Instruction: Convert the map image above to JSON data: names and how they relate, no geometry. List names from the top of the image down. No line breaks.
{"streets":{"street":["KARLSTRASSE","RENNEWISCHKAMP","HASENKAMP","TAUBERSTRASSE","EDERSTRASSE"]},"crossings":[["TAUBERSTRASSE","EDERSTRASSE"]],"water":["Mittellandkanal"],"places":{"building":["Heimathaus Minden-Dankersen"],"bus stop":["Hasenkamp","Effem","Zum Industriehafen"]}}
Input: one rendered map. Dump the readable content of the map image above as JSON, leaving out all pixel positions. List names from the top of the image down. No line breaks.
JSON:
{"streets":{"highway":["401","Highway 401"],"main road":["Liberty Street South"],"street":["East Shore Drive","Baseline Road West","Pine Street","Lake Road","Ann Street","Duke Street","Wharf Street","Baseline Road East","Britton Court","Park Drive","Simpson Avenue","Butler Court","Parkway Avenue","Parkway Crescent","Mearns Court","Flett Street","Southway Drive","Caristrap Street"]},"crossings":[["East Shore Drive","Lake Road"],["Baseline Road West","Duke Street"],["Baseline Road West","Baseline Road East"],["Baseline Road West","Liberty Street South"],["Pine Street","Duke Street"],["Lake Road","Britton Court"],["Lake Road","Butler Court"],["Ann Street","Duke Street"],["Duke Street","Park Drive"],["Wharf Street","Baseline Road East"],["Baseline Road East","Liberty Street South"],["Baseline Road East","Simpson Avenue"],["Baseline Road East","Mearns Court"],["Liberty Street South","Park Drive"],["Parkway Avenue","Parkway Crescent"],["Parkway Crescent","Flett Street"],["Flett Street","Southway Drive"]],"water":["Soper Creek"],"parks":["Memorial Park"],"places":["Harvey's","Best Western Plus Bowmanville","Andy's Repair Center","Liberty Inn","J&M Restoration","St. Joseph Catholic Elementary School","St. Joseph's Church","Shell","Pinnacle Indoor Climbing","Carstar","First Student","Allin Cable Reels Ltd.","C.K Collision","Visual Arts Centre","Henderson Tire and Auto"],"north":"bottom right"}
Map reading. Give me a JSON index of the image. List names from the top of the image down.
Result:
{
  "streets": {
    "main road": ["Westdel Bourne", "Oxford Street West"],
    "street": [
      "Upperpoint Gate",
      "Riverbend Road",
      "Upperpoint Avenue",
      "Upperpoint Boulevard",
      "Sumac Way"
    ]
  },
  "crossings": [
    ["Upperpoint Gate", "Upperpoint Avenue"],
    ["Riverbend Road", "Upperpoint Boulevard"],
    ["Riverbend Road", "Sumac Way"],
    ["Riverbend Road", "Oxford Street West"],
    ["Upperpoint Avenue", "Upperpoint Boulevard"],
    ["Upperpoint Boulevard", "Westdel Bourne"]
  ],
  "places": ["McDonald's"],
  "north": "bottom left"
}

> _YOUR GOAL_:
A word-for-word restatement of all the records is required.

> _TASK OUTPUT_:
Instruction: Convert the map image above to JSON data: names and how they relate, no geometry. List names from the top of the image down. No line breaks.
{"streets":{"street":["KARLSTRASSE","RENNEWISCHKAMP","HASENKAMP","TAUBERSTRASSE","EDERSTRASSE"]},"crossings":[["TAUBERSTRASSE","EDERSTRASSE"]],"water":["Mittellandkanal"],"places":{"building":["Heimathaus Minden-Dankersen"],"bus stop":["Hasenkamp","Effem","Zum Industriehafen"]}}
Input: one rendered map. Dump the readable content of the map image above as JSON, leaving out all pixel positions. List names from the top of the image down. No line breaks.
JSON:
{"streets":{"highway":["401","Highway 401"],"main road":["Liberty Street South"],"street":["East Shore Drive","Baseline Road West","Pine Street","Lake Road","Ann Street","Duke Street","Wharf Street","Baseline Road East","Britton Court","Park Drive","Simpson Avenue","Butler Court","Parkway Avenue","Parkway Crescent","Mearns Court","Flett Street","Southway Drive","Caristrap Street"]},"crossings":[["East Shore Drive","Lake Road"],["Baseline Road West","Duke Street"],["Baseline Road West","Baseline Road East"],["Baseline Road West","Liberty Street South"],["Pine Street","Duke Street"],["Lake Road","Britton Court"],["Lake Road","Butler Court"],["Ann Street","Duke Street"],["Duke Street","Park Drive"],["Wharf Street","Baseline Road East"],["Baseline Road East","Liberty Street South"],["Baseline Road East","Simpson Avenue"],["Baseline Road East","Mearns Court"],["Liberty Street South","Park Drive"],["Parkway Avenue","Parkway Crescent"],["Parkway Crescent","Flett Street"],["Flett Street","Southway Drive"]],"water":["Soper Creek"],"parks":["Memorial Park"],"places":["Harvey's","Best Western Plus Bowmanville","Andy's Repair Center","Liberty Inn","J&M Restoration","St. Joseph Catholic Elementary School","St. Joseph's Church","Shell","Pinnacle Indoor Climbing","Carstar","First Student","Allin Cable Reels Ltd.","C.K Collision","Visual Arts Centre","Henderson Tire and Auto"],"north":"bottom right"}
Map reading. Give me a JSON index of the image. List names from the top of the image down.
Result:
{
  "streets": {
    "main road": ["Westdel Bourne", "Oxford Street West"],
    "street": [
      "Upperpoint Gate",
      "Riverbend Road",
      "Upperpoint Avenue",
      "Upperpoint Boulevard",
      "Sumac Way"
    ]
  },
  "crossings": [
    ["Upperpoint Gate", "Upperpoint Avenue"],
    ["Riverbend Road", "Upperpoint Boulevard"],
    ["Riverbend Road", "Sumac Way"],
    ["Riverbend Road", "Oxford Street West"],
    ["Upperpoint Avenue", "Upperpoint Boulevard"],
    ["Upperpoint Boulevard", "Westdel Bourne"]
  ],
  "places": ["McDonald's"],
  "north": "bottom left"
}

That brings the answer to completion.